To check on command line, please upload/save a sample email to
`/opt/sample.eml`, then run `sa-learn` as root user:
```
# su -s /bin/bash amavis -c "spamassassin -D bayes < /opt/sample.eml"
May 21 05:27:08.244 [32241] dbg: bayes: learner_new self=Mail::SpamAssassin::Plugin::Bayes=HASH(0x2fe8cb8), bayes_store_module=Mail::SpamAssassin::BayesStore::MySQL
May 21 05:27:08.264 [32241] dbg: bayes: using username: amavis
May 21 05:27:08.264 [32241] dbg: bayes: learner_new: got store=Mail::SpamAssassin::BayesStore::MySQL=HASH(0x387a1c8)
M
...
```
## Check bayes data
Run `sa-learn` with `--dump` argument will show the bayes data like below:
```
# sa-learn --dump magic
0.000 0 3 0 non-token data: bayes db version
0.000 0 3778575 0 non-token data: nspam
0.000 0 6326326 0 non-token data: nham
0.000 0 539978 0 non-token data: ntokens
0.000 0 1558372204 0 non-token data: oldest atime
0.000 0 1558415857 0 non-token data: newest atime
0.000 0 0 0 non-token data: last journal sync atime
0.000 0 1558415403 0 non-token data: last expiry atime
0.000 0 43200 0 non-token data: last expire atime delta
0.000 0 59325 0 non-token data: last expire reduction count
```
* `nspam` means number of learnt spams.
* `nham` means number of learnt ham/clean emails.
## References
* [Dovecot wiki: Antispam with Sieve](https://wiki.dovecot.org/HowTo/AntispamWithSieve)
You may notice a difference between current tutorial and Dovecot wiki
tutorial: our setup saves reported mails and scan it later with `sa-learn`
by cron job, but setup in Dovecot wiki calls `sa-learn` directly.
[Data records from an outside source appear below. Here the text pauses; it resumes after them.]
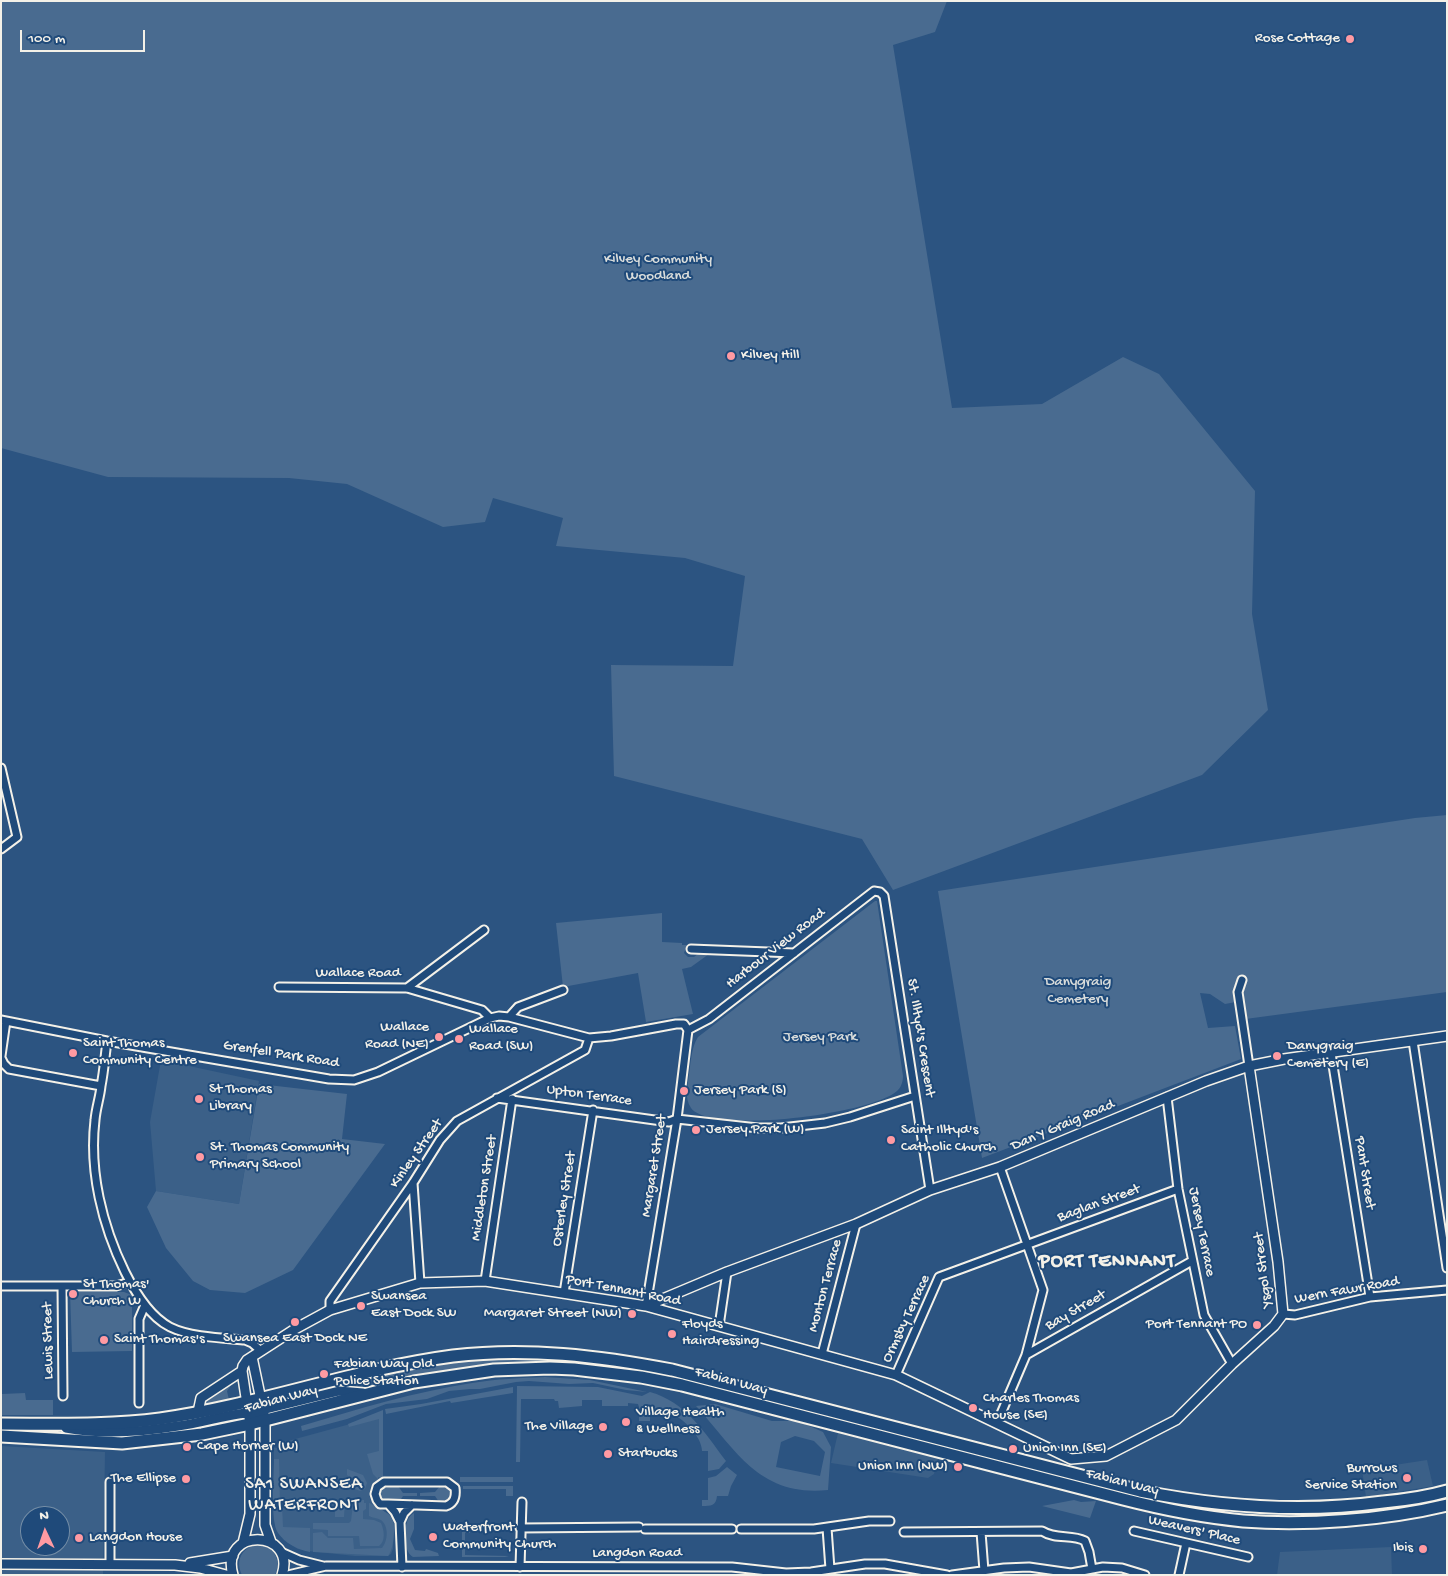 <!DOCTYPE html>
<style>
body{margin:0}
#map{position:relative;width:1448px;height:1576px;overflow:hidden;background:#2c5481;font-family:"Gochi Hand",sans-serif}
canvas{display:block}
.frame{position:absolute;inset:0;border:2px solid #f4f1e8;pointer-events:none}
.north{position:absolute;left:20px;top:1506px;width:50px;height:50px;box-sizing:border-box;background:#1f4a7a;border:1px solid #748da6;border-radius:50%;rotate:357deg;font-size:14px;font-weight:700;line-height:20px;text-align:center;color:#f4f1e8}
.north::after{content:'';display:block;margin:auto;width:18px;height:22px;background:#ff9aa2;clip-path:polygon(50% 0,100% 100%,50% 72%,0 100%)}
.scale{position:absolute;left:20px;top:30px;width:125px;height:22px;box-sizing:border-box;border:2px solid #f4f1e8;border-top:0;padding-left:6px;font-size:15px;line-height:18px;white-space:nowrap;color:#f4f1e8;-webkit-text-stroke:4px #1f4a7a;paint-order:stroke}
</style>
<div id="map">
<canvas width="1448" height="1576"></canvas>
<div class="frame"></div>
<div class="north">N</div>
<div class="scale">100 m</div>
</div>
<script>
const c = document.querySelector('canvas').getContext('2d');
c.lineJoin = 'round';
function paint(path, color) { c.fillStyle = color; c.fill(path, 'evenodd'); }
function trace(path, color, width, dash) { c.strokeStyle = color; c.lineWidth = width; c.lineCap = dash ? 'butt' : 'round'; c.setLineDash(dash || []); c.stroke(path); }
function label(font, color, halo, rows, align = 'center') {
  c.font = font + ' "Gochi Hand",sans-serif'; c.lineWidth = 4; c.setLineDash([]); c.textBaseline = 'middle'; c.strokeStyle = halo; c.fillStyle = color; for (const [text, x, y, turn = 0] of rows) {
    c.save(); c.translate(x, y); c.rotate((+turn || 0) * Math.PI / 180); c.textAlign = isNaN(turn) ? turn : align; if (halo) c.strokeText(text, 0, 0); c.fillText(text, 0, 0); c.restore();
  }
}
paint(new Path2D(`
 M161,1060l98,21 -20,123 -83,-13 -6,-69z
 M383,1415v62l-8,5 -4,4 -2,9 4,10 5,4 11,5 5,7 -1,28 -2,5 -3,2h-33l-47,-5 -10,-2 -14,-9 -8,-11 -2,-10v-71h3v-4z
 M838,1433l100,26 -4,15 -6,4 -97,-15z
 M1,1446l104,6 -2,123h-102zM30,1516h30v30h-30z
 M1427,1460l6,26 -67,11 -4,-27z
 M1391,1547l1,28h-115l3,-23z`), '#3b6088');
paint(new Path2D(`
 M1,1h946l-12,31 -42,13 59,363 90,-4 81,-47 36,17 96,117 -3,123 16,96 -66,65 -309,115 -31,-51 -248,-63 -3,-111 122,1 12,-90 -60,-18 -129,-12 7,-28 -70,-20 -8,24 -42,5 -96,-43 -58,-6 -181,-1 -107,-29z
 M1447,815v177l-209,28 -2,-18 -11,2 -15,-10 -10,-1 8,35 27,-2 6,33 -259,99 -44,-267 477,-73z
 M875,901h2l26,175c0,4 -1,10 -5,14 -23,24 -187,45 -207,18 -7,-10 -3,-23 -2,-34 2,-12 2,-26 9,-37z
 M662,913v29l20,1v2h5l-3,8 4,4h6l5,-4 10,1 -18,13 -9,2 11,45 -47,8 -8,-49 -75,14 -7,-64z
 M259,1084l88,10 -5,45 43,5 -92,126 -48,23 -35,-3 -17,-9 -27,-33 -19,-41 9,-16 83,13z
 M70,1292h54l8,3v56l-60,1z
 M502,1357l59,1 95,12 296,78 -391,-85 -58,1 -49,5 -89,19h-26l-47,13 -2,-6 98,-24 65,-10z
 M545,1377l45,3 57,12 -21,-2 -33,-7 -24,1 -40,-3 -13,1 -36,7h-10l-21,2 -22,8 -41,5 -39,15 -45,12 -1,-5c57,-17 113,-34 171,-43 24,-4 49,-5 73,-6z
 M234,1381l-7,10 2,9 -25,5v-5z
 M517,1386l81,1 44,9 8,-4c36,10 55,41 76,69l-7,8 -11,2v-20h-6c0,-15 -21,-36 -36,-39 -5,-1 -11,0 -16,-1v10h-11v-14l-1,-3 -10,-1v3h-26v-6h-20v6l-23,2 -1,-7h-3l-1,-2h-33l-1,63h-4z
 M513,1387v6l-62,10 -1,-2 -64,13 -1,-5 36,-5z
 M25,1393l1,7h27v15h-52l1,-21z
 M715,1404l57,17h26l25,11 8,15 -3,43c-69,7 -92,-40 -132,-84zM795,1436l19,5 11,11 -5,24 -44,-9 5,-25z
 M383,1410v67h-5v2l-5,-5 -6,-20 12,-3v-32l-30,8 -1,-3z
 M274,1459h5l1,46h2l1,22 27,1v24c-12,-2 -25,-9 -32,-19 -8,-12 -4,-58 -4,-74z
 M727,1467l10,8 -6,11 -3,10h-11c-1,10 -6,10 -15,10v-6h6v-22l8,-2z
 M347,1469l16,6 4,8 -2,6 -5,2 -5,-2 -4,-11 -4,-3z
 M460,1477h53v5h-53z
 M398,1486l5,7h14v3h-14l-4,6c-8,-1 -18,1 -19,-9l3,-5z
 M440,1486h6l4,4v7l-4,4 -7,1 -4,-6h-15v-3l15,-1z
 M463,1486h50v10h-7v-7h-43z
 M335,1500l10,1 -1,16h-9z
 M358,1500h6v3h2v6l-3,2v8l11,1 7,3c3,7 5,18 -2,23h-19l-1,-10h-31v-6l-15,-1v-6h36l2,-2 2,-17z
 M1074,1500l7,2 15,-1 -6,17 -48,-12z
 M369,1503c4,1 21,11 23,15 4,7 2,32 -4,38l-75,-4v-19l9,-1 6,6h25l1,11 28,-1c6,-7 7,-22 -1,-28 -4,-2 -8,-2 -12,-4z
 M414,1513v16l-4,10 5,11 10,1 1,-2 12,4 1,3 -26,1c-11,-6 -11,-38 1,-44z
 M470,1526v7h-5v22l44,1 -4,1h-43v-29z
 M253,1545c18,-2 30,13 22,30h-33c-6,-13 -2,-24 11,-30z`), '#496b90');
const minor = new Path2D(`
 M1,768l16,69 -16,12
 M691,949l103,4
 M1242,980l-4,12 11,74
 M279,987l128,1 75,22 8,8
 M407,988l77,-58
 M509,1017l9,-10 45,-17
 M1,1020l106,21 222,38 25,1 24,-8 112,-54 9,-2 10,1 80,21 22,-2 65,-12h8l4,6
 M688,1030l21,-11 165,-128 6,1 4,4 46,294
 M107,1041c-2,15 -3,30 -6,45 -1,11 -5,22 -6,34 -6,51 7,105 30,152 10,20 24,44 45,55 20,10 52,11 75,13l7,3 9,8
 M1413,1041l34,227
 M1331,1053l39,244
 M1,1056l5,-35
 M1,1058l3,6 5,5 92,17
 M1167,1097l11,92 26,126 28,49
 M497,1098l172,24 8,-3 81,9h23l44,-5 25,-6 65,-21
 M413,1183l7,100
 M485,1281l27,-182
 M1,1286h115l14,-4
 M62,1286l1,110
 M564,1293l29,-183
 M646,1306l31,-187 11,-89
 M330,1310v-9l83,-118 27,-43 17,-19 128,-71 4,-12
 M1283,1314l12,1 75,-18 77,-7
 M719,1326l8,-54
 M822,1354l34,-130
 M1026,1355l166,-94
 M896,1375l43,-98 239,-88
 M139,1403v-84l6,-14
 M997,1423l29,-68 17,-65 -43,-123
 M110,1482v82
 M388,1504l58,2c9,-3 10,-10 9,-18l-8,-6h-63l-7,5 -2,7 2,6 3,4h8l7,8 5,10
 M520,1528l119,-1
 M827,1528l3,41
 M645,1529h87
 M741,1529h73l55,-8h21
 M1134,1531l114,26
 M904,1532l138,-1c14,9 29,3 43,10l4,11 3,17
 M981,1532l3,39
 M281,1552l18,8 24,6
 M402,1567l-2,-45 4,-9 8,-8
 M520,1567l2,-65
 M288,1575l38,-9 406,1 54,6 25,-1 54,-8h20l62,11
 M952,1575l52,-7 25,-1 42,6 32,-6 19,1 23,7
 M1179,1575l7,-32`);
const tertiary = new Path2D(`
 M646,1306l81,-34 129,-48 74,-34 70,-23 206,-86 43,-15 35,-7 163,-23
 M252,1357l13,62v106l6,17
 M258,1410h4l77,-19 24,2
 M198,1412l3,-14 41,-27
 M66,1428c37,7 75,4 112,-2 23,-3 46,-11 69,-13 7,0 13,2 18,6
 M243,1543l7,-29v-90l-8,-53 1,-5 4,-6 48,-31 35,-19 90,-27 65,-2 161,25 250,69 175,84 35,-3 70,-36 56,-56 42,-38 9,-12 -5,-52 -29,-196
 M190,1563l43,-7
 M1,1564l174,1 25,3 26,7
 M233,1575c-14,-48 64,-46 49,0`);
const trunk = new Path2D(`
 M1,1424c53,0 107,2 159,-5 99,-14 194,-50 293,-63 73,-9 147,0 219,14l468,121c80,16 161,22 243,11 21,-2 43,-5 64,-11
 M1,1436l121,7 80,-9 48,-10 164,-42 80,-12 56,-2 24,1 67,8 41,8 441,114c39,10 79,18 120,22 63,5 142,-1 204,-16`);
trace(minor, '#f4f1e8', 11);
trace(tertiary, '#f4f1e8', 12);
trace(trunk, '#f4f1e8', 15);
trace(minor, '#1f4a7a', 7);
trace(tertiary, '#1f4a7a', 9);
trace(trunk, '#1f4a7a', 11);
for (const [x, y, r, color] of [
 [1350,39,5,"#ff9aa2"],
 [731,356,5,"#ff9aa2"],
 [439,1037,5,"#ff9aa2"],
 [459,1039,5,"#ff9aa2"],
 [73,1053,5,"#ff9aa2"],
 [1277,1056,5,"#ff9aa2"],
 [684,1091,5,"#ff9aa2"],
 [199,1099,5,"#ff9aa2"],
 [696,1130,5,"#ff9aa2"],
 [891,1140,5,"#ff9aa2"],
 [200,1157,5,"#ff9aa2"],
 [73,1294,5,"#ff9aa2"],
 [361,1306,5,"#ff9aa2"],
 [632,1314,5,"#ff9aa2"],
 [295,1322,5,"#ff9aa2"],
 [1257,1325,5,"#ff9aa2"],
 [672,1334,5,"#ff9aa2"],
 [104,1340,5,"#ff9aa2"],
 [324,1374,5,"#ff9aa2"],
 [973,1408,5,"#ff9aa2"],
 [626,1422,5,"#ff9aa2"],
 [603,1427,5,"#ff9aa2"],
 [187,1447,5,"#ff9aa2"],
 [1013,1449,5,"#ff9aa2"],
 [608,1454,5,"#ff9aa2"],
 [958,1467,5,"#ff9aa2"],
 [1407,1478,5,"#ff9aa2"],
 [186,1479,5,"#ff9aa2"],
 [433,1537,5,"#ff9aa2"],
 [79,1538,5,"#ff9aa2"],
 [1423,1549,5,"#ff9aa2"]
]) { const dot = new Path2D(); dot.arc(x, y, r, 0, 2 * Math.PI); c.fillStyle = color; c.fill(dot); trace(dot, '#1f4a7a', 2); }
label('15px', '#f4f1e8', '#1f4a7a', [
 ["Rose Cottage",1340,39,"right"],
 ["Kilvey Hill",741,356],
 ["Wallace",429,1028,"right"],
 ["Road (NE)",429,1045,"right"],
 ["Wallace",469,1030],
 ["Road (SW)",469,1047],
 ["Saint Thomas",83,1044],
 ["Community Centre",83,1061],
 ["Danygraig",1287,1047],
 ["Cemetery (E)",1287,1064],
 ["St Thomas",209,1090],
 ["Library",209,1107],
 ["Jersey Park (S)",694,1091],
 ["Jersey Park (W)",706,1130],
 ["Saint Illtyd's",901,1131],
 ["Catholic Church",901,1148],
 ["St. Thomas Community",210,1148],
 ["Primary School",210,1165],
 ["St Thomas'",83,1285],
 ["Church W",83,1302],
 ["Swansea",371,1297],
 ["East Dock SW",371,1314],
 ["Margaret Street (NW)",622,1314,"right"],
 ["Floyds",682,1325],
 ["Hairdressing",682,1342],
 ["Port Tennant PO",1247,1325,"right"],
 ["Swansea East Dock NE",295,1339,"center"],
 ["Saint Thomas's",114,1340],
 ["Fabian Way Old",334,1365],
 ["Police Station",334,1382],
 ["Charles Thomas",983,1399],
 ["House (SE)",983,1416],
 ["Village Health",636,1413],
 ["& Wellness",636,1430],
 ["The Village",593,1427,"right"],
 ["Cape Horner (W)",197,1447],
 ["Union Inn (SE)",1023,1449],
 ["Starbucks",618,1454],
 ["Union Inn (NW)",948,1467,"right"],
 ["Burrows",1397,1469,"right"],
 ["Service Station",1397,1486,"right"],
 ["The Ellipse",176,1479,"right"],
 ["Waterfront",443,1528],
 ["Community Church",443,1545],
 ["Langdon House",89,1538],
 ["Ibis",1413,1549,"right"]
], 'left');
label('15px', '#dadddb', '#1f4a7a', [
 ["Kilvey Community",658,260],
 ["Woodland",658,277],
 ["Danygraig",1078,983],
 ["Cemetery",1078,1000],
 ["Jersey Park",820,1038]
]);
label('15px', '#f4f1e8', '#1f4a7a', [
 ["Harbour View Road",776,949,-38],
 ["Wallace Road",358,974],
 ["St. Illtyd's Crescent",920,1038,81],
 ["Grenfell Park Road",281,1055,9],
 ["Upton Terrace",589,1096,8],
 ["Dan Y Graig Road",1063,1126,-23],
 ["Kinley Street",417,1154,-55],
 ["Margaret Street",655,1166,-81],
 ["Pant Street",1364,1173,81],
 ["Middleton Street",485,1188,-81],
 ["Osterley Street",565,1199,-81],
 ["Baglan Street",1099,1204,-20],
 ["Jersey Terrace",1201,1232,79],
 ["Ysgol Street",1264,1270,-97],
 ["Monton Terrace",826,1286,-75],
 ["Port Tennant Road",623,1291,11],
 ["Wern Fawr Road",1347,1291,-10],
 ["Bay Street",1076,1311,-30],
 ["Ormsby Terrace",907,1319,-65],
 ["Lewis Street",49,1341,-91],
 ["Fabian Way",731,1382,15],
 ["Fabian Way",281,1400,-15],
 ["Fabian Way",1122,1483,14],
 ["Weavers' Place",1194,1531,13],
 ["Langdon Road",637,1554]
]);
c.letterSpacing = '1px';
label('18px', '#f4f1e8', '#1f4a7a', [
 ["SA1 SWANSEA",304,1485],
 ["WATERFRONT",304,1506]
]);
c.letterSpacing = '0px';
c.letterSpacing = '1px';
label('bold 20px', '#f4f1e8', '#1f4a7a', [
 ["PORT TENNANT",1107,1263]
]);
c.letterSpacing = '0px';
</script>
We make
this change due to performance issue: when user moves a message to `Junk`
folder, webmail will wait for `sa-learn` to finish the scan then return
responsive, but if user moves a log messages at the same time, webmail will
hang and user have to wait there. This is not good user experience.